Multi-Byte Character Set Search Limitations

Administering Knowledge Management › Search › KT Search Engine › Use the Knowledge Management Search › Parse Settings › Multi-Byte Character Set Search Limitations

Multi-Byte Character Set Search Limitations

Make sure that you understand the available parsing approaches, and limitations of MBCS languages, before implementing your Knowledge Management system to help ensure that user expectations are set appropriately. This limitation of the product impacts search features using Japanese, Chinese, or Korean language text within the system. The word parsing mechanism used by the search mechanism is controlled on the Parse Settings page.

For the English, Other European, and Korean settings, the product assumes that punctuation, “white space,” or both characters separates words. This assumption allows the document text to be broken into specific words, and allows noise words to be ignored and application of known synonyms and special terms to search terms.

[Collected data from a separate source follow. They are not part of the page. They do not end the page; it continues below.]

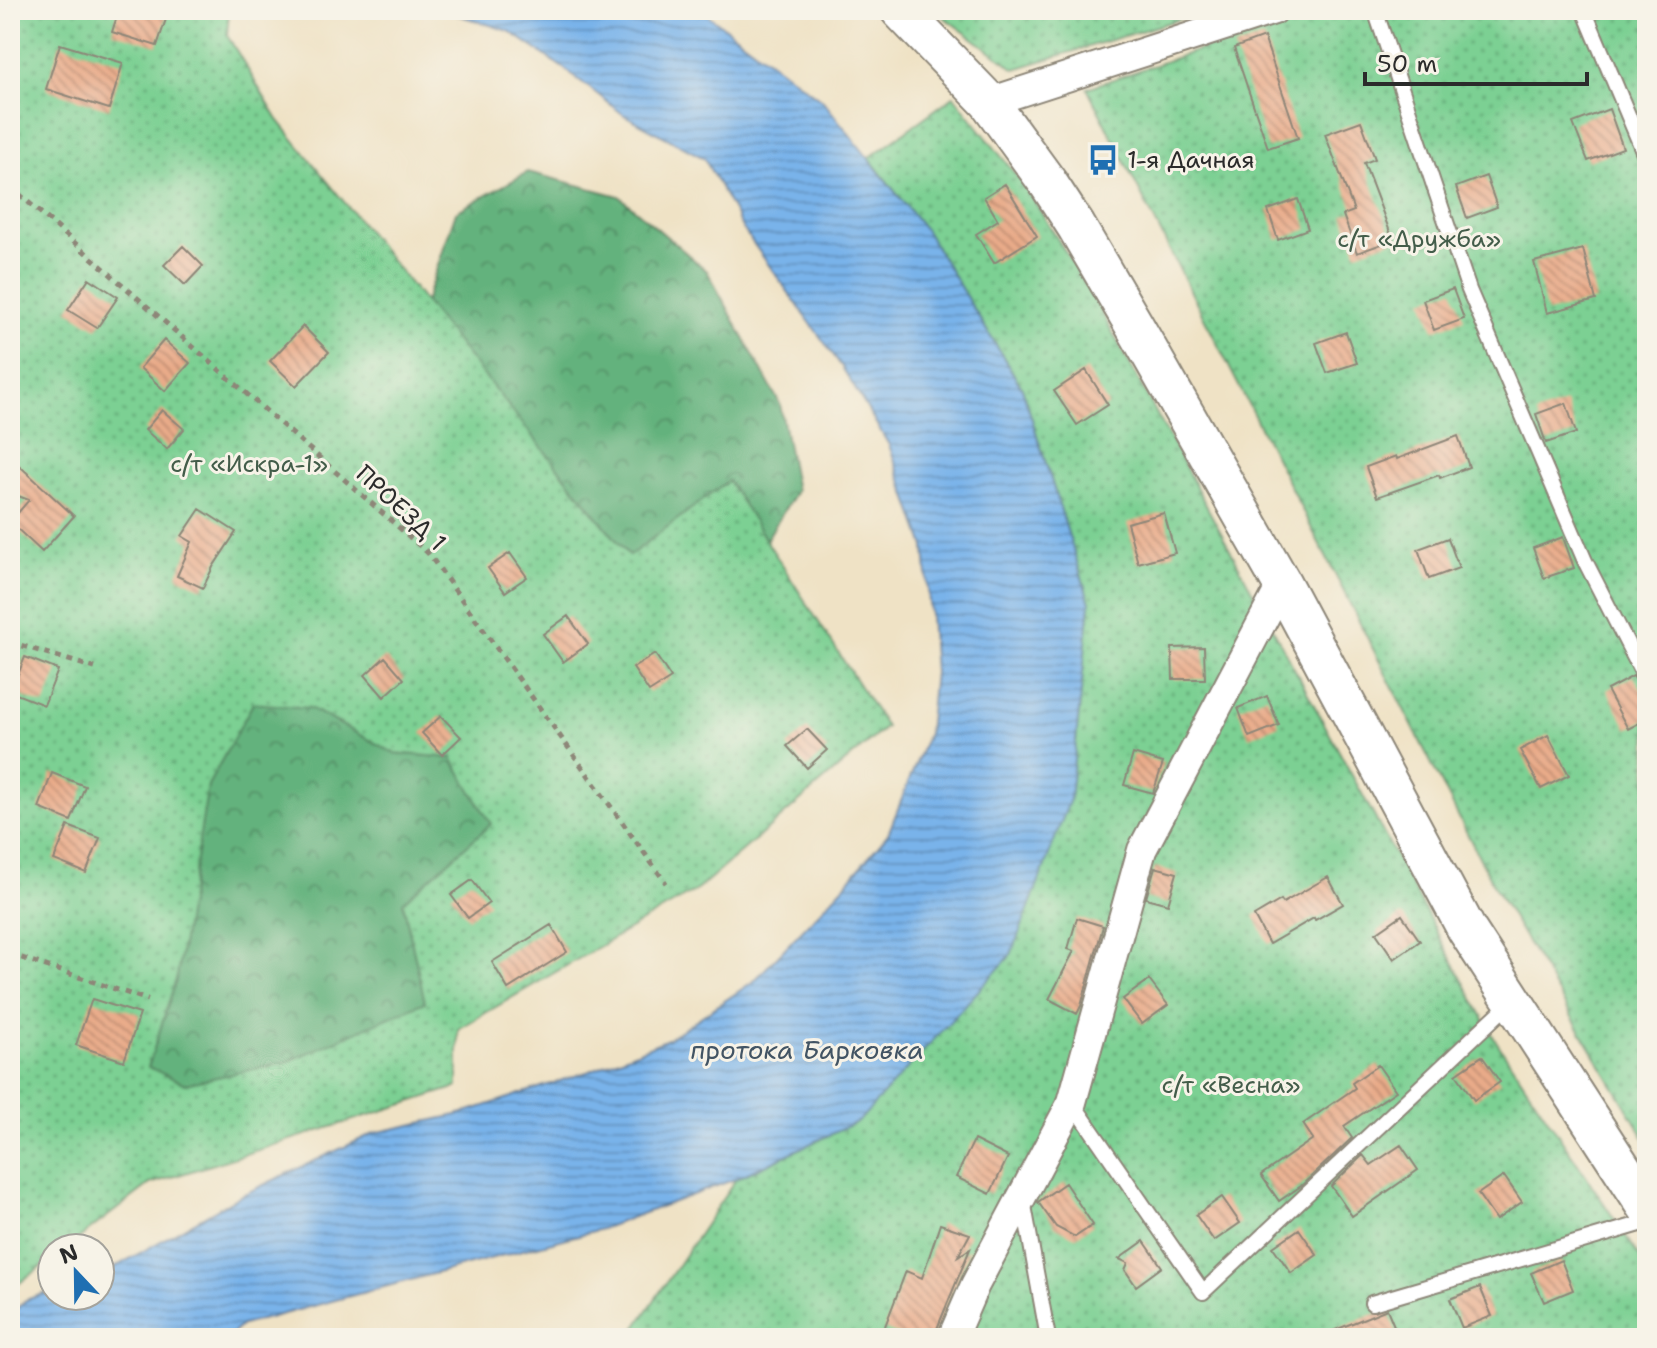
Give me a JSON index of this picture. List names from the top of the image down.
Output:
{
  "streets": {
    "path": ["ПРОЕЗД 1"]
  },
  "water": ["протока Барковка"],
  "parks": ["с/т «Дружба»", "с/т «Искра-1»", "с/т «Весна»"],
  "places": {
    "bus stop": ["1-я Дачная"]
  },
  "scale_bar": "50 m",
  "north": "top"
}
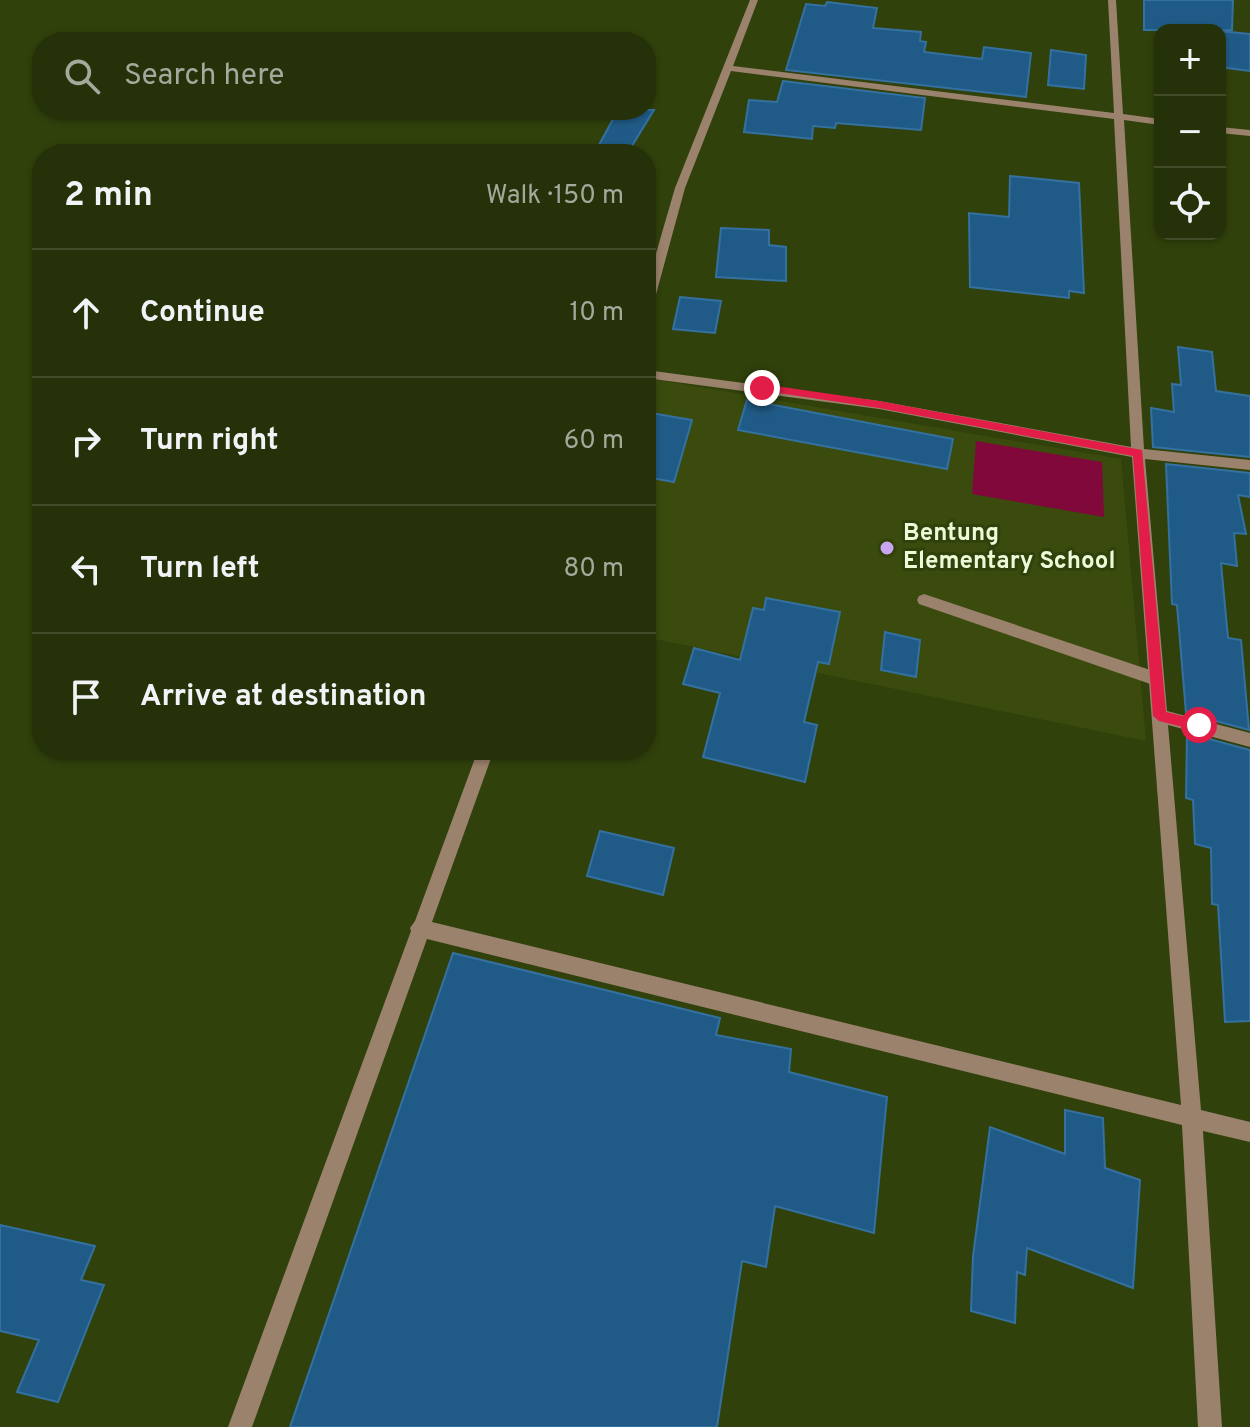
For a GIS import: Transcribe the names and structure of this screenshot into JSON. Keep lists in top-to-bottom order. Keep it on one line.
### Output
{"places":["Bentung Elementary School"],"page":{"map_buttons":["+","−"],"search":"Search here","heading":["2 min","Walk · 150 m"],"list":[["Continue","10 m"],["Turn right","60 m"],["Turn left","80 m"],"Arrive at destination"]}}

Alternatively, when the Far East language setting is selected, the parsing routine uses a character-by-character parsing approach to accommodate some Far East language text approaches of not using white-space delimiters between words. This setting tells the parser to assume that each character is treated as a full word. The setting applies to all text to be searched. Because the language setting changes the way that the search parsing works, the entire search index must be recreated if the language setting is changed to or from Far East.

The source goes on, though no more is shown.